• AIM OF THE TASK:
Output nothing but the lines from the first line of the entries to the line with "I am building", inclusive, exactly as they read.

[Stored data entries]

:::::

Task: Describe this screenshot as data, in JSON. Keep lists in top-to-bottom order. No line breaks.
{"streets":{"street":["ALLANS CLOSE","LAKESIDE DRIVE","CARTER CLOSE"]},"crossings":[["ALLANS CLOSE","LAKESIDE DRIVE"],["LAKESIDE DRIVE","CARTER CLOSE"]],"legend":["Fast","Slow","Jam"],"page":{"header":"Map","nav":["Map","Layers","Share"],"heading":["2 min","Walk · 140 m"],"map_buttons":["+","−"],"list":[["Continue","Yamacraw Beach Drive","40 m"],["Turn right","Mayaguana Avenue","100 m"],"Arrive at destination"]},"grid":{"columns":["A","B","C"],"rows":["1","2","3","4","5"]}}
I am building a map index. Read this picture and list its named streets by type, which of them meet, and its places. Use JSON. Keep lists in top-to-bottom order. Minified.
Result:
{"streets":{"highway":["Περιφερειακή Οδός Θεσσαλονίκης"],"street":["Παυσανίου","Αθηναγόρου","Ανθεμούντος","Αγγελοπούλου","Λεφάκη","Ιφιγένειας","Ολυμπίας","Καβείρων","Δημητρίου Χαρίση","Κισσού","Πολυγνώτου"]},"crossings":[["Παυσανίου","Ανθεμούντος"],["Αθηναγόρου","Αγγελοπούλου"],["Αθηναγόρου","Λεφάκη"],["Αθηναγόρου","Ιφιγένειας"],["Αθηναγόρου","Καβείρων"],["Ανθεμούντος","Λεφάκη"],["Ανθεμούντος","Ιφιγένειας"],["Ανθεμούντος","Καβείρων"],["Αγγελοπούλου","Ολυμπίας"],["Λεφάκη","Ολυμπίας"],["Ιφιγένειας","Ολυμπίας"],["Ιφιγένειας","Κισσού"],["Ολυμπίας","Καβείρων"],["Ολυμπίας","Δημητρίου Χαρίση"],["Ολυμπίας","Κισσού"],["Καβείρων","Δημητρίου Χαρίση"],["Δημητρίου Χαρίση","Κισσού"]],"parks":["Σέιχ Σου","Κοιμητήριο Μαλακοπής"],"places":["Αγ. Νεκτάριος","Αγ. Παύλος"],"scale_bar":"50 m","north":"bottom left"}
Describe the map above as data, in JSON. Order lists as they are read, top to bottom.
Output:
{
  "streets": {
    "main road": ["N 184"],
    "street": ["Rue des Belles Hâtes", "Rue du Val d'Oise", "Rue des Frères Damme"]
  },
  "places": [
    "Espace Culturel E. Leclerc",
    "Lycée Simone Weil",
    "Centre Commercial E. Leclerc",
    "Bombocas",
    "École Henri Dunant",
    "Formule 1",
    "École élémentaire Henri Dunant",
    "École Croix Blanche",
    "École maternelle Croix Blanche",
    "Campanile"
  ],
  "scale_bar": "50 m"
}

:::::

• YOUR SOLUTION:
Task: Describe this screenshot as data, in JSON. Keep lists in top-to-bottom order. No line breaks.
{"streets":{"street":["ALLANS CLOSE","LAKESIDE DRIVE","CARTER CLOSE"]},"crossings":[["ALLANS CLOSE","LAKESIDE DRIVE"],["LAKESIDE DRIVE","CARTER CLOSE"]],"legend":["Fast","Slow","Jam"],"page":{"header":"Map","nav":["Map","Layers","Share"],"heading":["2 min","Walk · 140 m"],"map_buttons":["+","−"],"list":[["Continue","Yamacraw Beach Drive","40 m"],["Turn right","Mayaguana Avenue","100 m"],"Arrive at destination"]},"grid":{"columns":["A","B","C"],"rows":["1","2","3","4","5"]}}
I am building a map index. Read this picture and list its named streets by type, which of them meet, and its places. Use JSON. Keep lists in top-to-bottom order. Minified.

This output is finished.